Prove $|\langle\psi|U^\dagger MU|\psi \rangle-\langle\psi|V^\dagger MV|\psi \rangle|\leq ||(U-V)|\psi\rangle||+||(U-V)|\psi\rangle||$

Question

Prove that
$$
|\langle\psi|U^\dagger MU|\psi \rangle-\langle\psi|V^\dagger MV|\psi \rangle|\leq |||\Delta\rangle||+|||\Delta\rangle||
$$
where $|\psi\rangle,|\Delta\rangle=(U-V)|\psi\rangle$ are complex column vectors, $\langle\psi|=(|\psi\rangle)^\dagger,\langle\Delta|=(|\Delta\rangle)^\dagger$ and $M$ is positive definite and $U,V$ are unitary matrices and $|||\psi\rangle||=1$

My reference says it is proved using basic linear algebra and Cauchy-Schwarz inequality.

My Attempt

Cauchy-Schwarz inequality : $|\langle\psi|\phi\rangle|\leq |||\psi\rangle||.|||\phi\rangle||$

Matrix Norm, $||A||=\max_{|\psi\rangle\neq 0}\dfrac{||A|\psi\rangle||}{|||\psi\rangle||}=\sigma_{\max}$ where $\sigma_{\max}$ is the largest singular value of $A$.

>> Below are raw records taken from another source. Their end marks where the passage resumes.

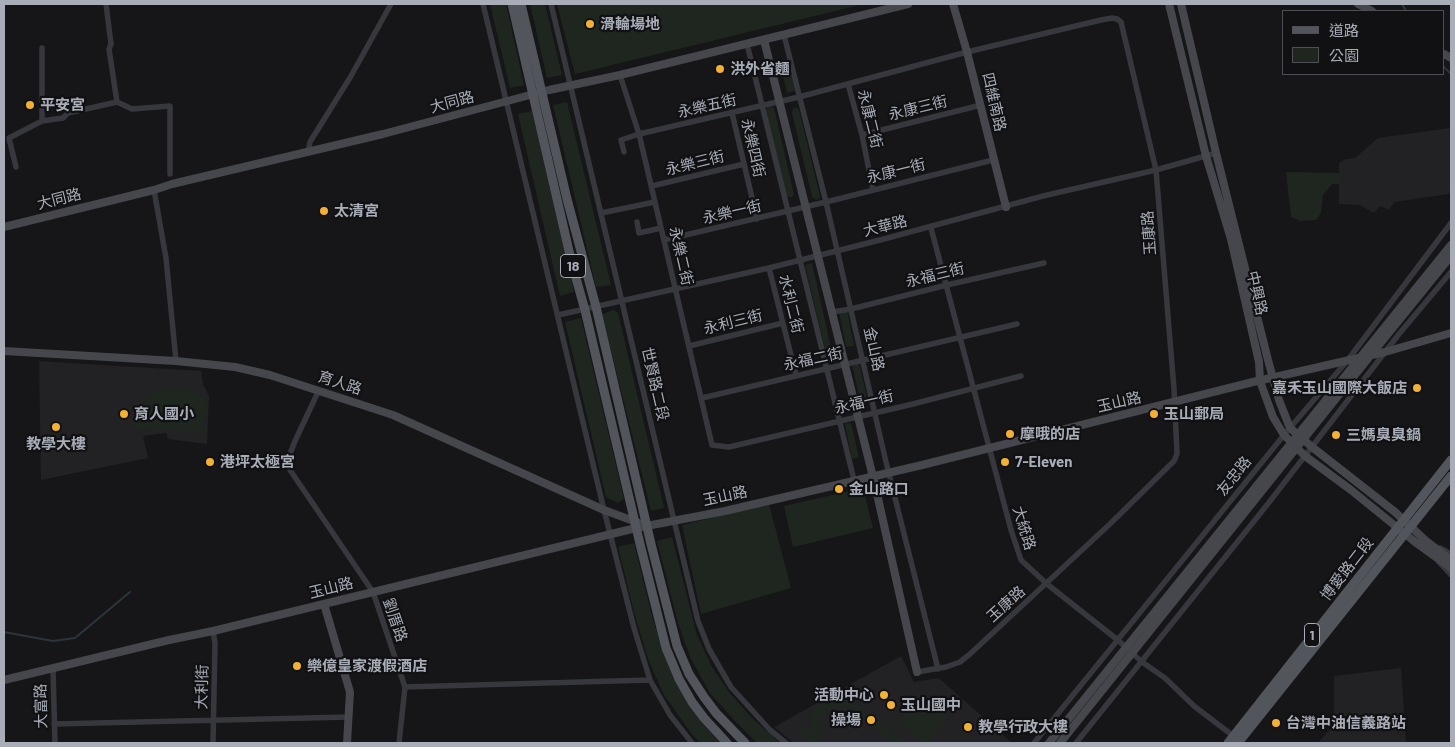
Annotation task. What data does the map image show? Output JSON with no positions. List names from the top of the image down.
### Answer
{
  "streets": {
    "main road": ["18", "博愛路二段", "1"],
    "street": [
      "大同路",
      "四維南路",
      "永樂五街",
      "永康三街",
      "永康二街",
      "永樂四街",
      "永樂三街",
      "永康一街",
      "永樂一街",
      "大華路",
      "玉康路",
      "永樂二街",
      "永福三街",
      "中興路",
      "水利二街",
      "永利三街",
      "金山路",
      "永福二街",
      "育人路",
      "世賢路二段",
      "永福一街",
      "玉山路",
      "友忠路",
      "大統路",
      "劉厝路",
      "大利街",
      "大富路"
    ]
  },
  "crossings": [
    ["大同路", "永樂二街"],
    ["大同路", "18"],
    ["大同路", "金山路"],
    ["大同路", "世賢路二段"],
    ["四維南路", "永康三街"],
    ["四維南路", "永康一街"],
    ["四維南路", "大華路"],
    ["四維南路", "玉康路"],
    ["永樂五街", "永樂四街"],
    ["永樂五街", "玉康路"],
    ["永樂五街", "永樂二街"],
    ["永康三街", "永康二街"],
    ["永康二街", "永康一街"],
    ["永康二街", "玉康路"],
    ["永樂四街", "永樂三街"],
    ["永樂四街", "永樂一街"],
    ["永樂三街", "永樂二街"],
    ["永康一街", "永樂一街"],
    ["永康一街", "金山路"],
    ["永樂一街", "永樂二街"],
    ["大華路", "玉康路"],
    ["大華路", "永樂二街"],
    ["大華路", "18"],
    ["大華路", "中興路"],
    ["大華路", "水利二街"],
    ["大華路", "金山路"],
    ["大華路", "世賢路二段"],
    ["大華路", "大統路"],
    ["玉康路", "金山路"],
    ["玉康路", "玉山路"],
    ["玉康路", "大統路"],
    ["永樂二街", "永利三街"],
    ["永樂二街", "永福二街"],
    ["永樂二街", "永福一街"],
    ["18", "育人路"],
    ["18", "玉山路"],
    ["永福三街", "金山路"],
    ["永福三街", "大統路"],
    ["中興路", "玉山路"],
    ["中興路", "友忠路"],
    ["中興路", "博愛路二段"],
    ["水利二街", "永利三街"],
    ["水利二街", "永福二街"],
    ["金山路", "永福二街"],
    ["金山路", "永福一街"],
    ["金山路", "玉山路"],
    ["永福二街", "大統路"],
    ["育人路", "玉山路"],
    ["育人路", "劉厝路"],
    ["世賢路二段", "玉山路"],
    ["永福一街", "大統路"],
    ["玉山路", "友忠路"],
    ["玉山路", "大統路"],
    ["玉山路", "劉厝路"],
    ["玉山路", "大利街"],
    ["玉山路", "大富路"],
    ["友忠路", "大統路"],
    ["大統路", "博愛路二段"]
  ],
  "places": [
    "滑輪場地",
    "洪外省麵",
    "平安宮",
    "太清宮",
    "嘉禾玉山國際大飯店",
    "育人國小",
    "玉山郵局",
    "教學大樓",
    "摩哦的店",
    "三媽臭臭鍋",
    "港坪太極宮",
    "7-Eleven",
    "金山路口",
    "樂億皇家渡假酒店",
    "活動中心",
    "玉山國中",
    "操場",
    "台灣中油信義路站",
    "教學行政大樓"
  ],
  "legend": ["道路", "公園"]
}
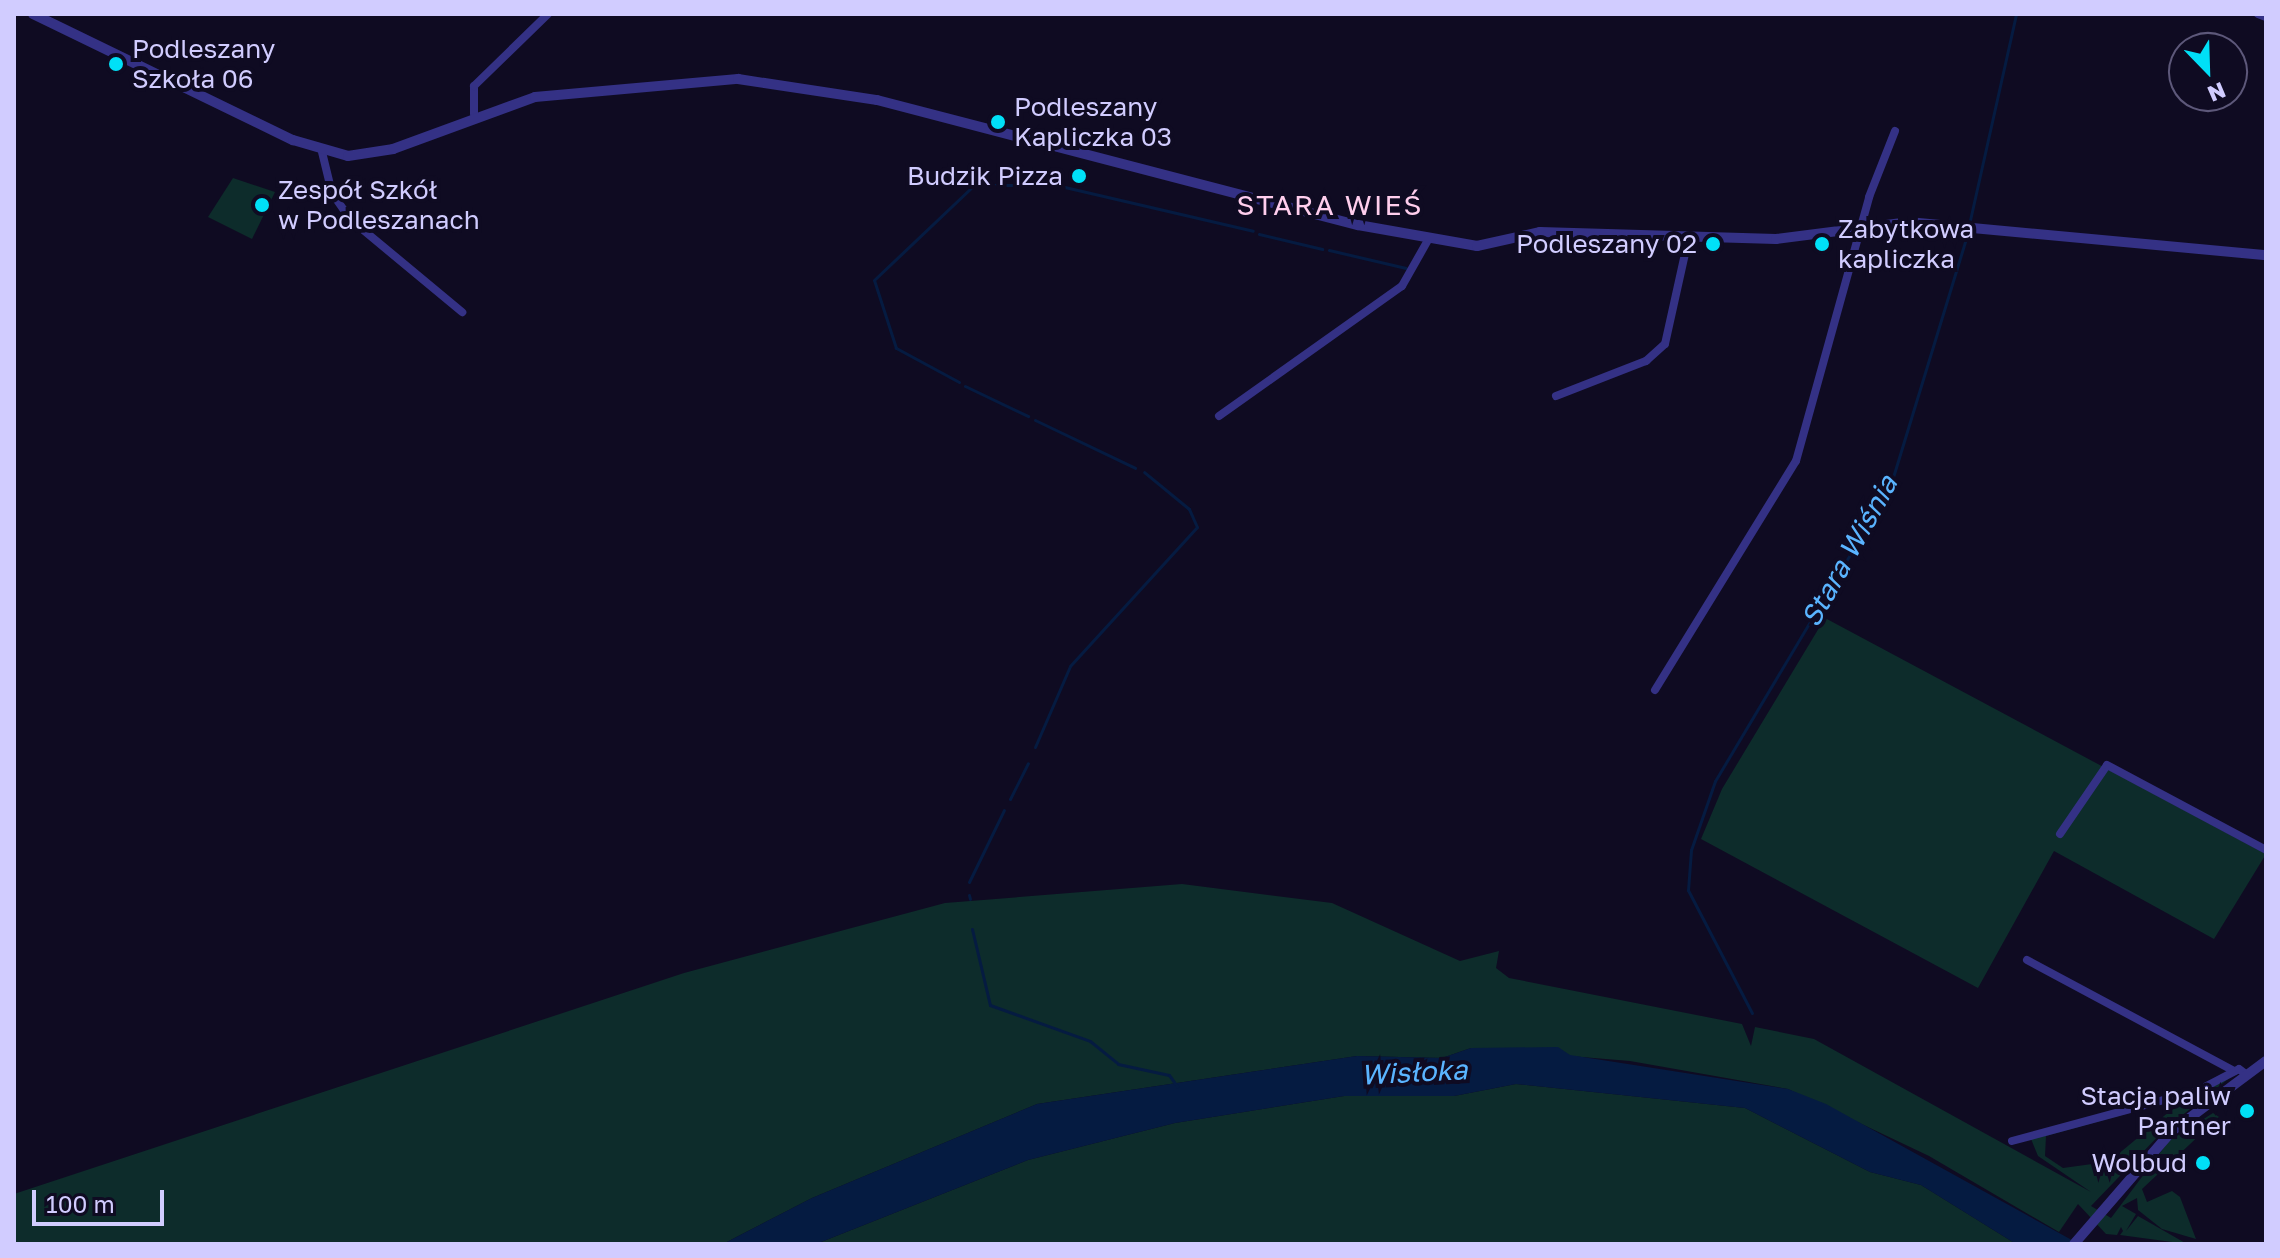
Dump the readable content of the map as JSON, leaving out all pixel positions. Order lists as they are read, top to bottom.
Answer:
{
  "districts": ["STARA WIEŚ"],
  "water": ["Stara Wiśnia", "Wisłoka"],
  "places": [
    "Podleszany Szkoła 06",
    "Podleszany Kapliczka 03",
    "Budzik Pizza",
    "Zespół Szkół w Podleszanach",
    "Podleszany 02",
    "Zabytkowa kapliczka",
    "Stacja paliw Partner",
    "Wolbud"
  ],
  "scale_bar": "100 m",
  "north": "bottom right"
}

$||U|\psi\rangle||=|||\psi\rangle||$ for any unitary matrix $U$

$M$ is positive definite, i.e., $M^\dagger=M$ and $\lambda_i\geq 0$

$$
|\langle\psi|U^\dagger MU|\psi \rangle-\langle\psi|V^\dagger MV|\psi \rangle|=|\langle\psi|U^\dagger MU|\psi \rangle-|\langle\psi|U^\dagger MV|\psi \rangle+|\langle\psi|U^\dagger MV|\psi \rangle-\langle\psi|V^\dagger MV|\psi \rangle|\\
=|\langle\psi|U^\dagger M(U-V)|\psi \rangle+\langle\psi|(U-V)^\dagger MV|\psi \rangle|=|\langle\psi|U^\dagger M|\Delta \rangle+\langle\Delta| MV|\psi \rangle|
\\\leq |\langle\psi|U^\dagger M|\Delta \rangle|+|\langle\Delta| MV|\psi \rangle|
$$

Now,
$$
|\langle\psi|U^\dagger M|\Delta \rangle|\leq ||\langle\psi|U^\dagger||.|| M|\Delta \rangle||=||\langle\psi|||.|| M|\Delta \rangle||=|||\psi\rangle||.|| M|\Delta \rangle||=|| M|\Delta \rangle||
$$
$$
|\langle\Delta| MV|\psi \rangle|\leq ||\langle\Delta| M||.||V|\psi \rangle||=||\langle\Delta| M||.|||\psi \rangle||=||\langle\Delta| M||=|| M|\Delta \rangle||
$$

$$
\implies |\langle\psi|U^\dagger MU|\psi \rangle-\langle\psi|V^\dagger MV|\psi \rangle|\leq ||M|\Delta\rangle||+||M|\Delta\rangle||
$$

How do I proceed further to prove the required statement ?

Original Reference

Answer 1

Because $M$ is an element of a POVM, both $M$ and $I-M$ are positive semidefinite, which means that the eigenvalues of $M$ are between $0$ and $1$, which means that the eigenvalues of $M^2$ are between $0$ and $1$, which means that $M^2$ and $I - M^2$ are positive semidefinite, which means that $$ \begin{align} \| M |\Delta \rangle \|^2 &= \langle \Delta|M^2 |\Delta \rangle \\ & \leq \langle \Delta |M^2 |\Delta \rangle + \langle \Delta |I - M^2 |\Delta \rangle \\ & = \langle \Delta |M^2 + (I - M^2)|\Delta\rangle = \|\Delta\|^2. \end{align} $$ With that, you can proceed from your work to the desired conclusion.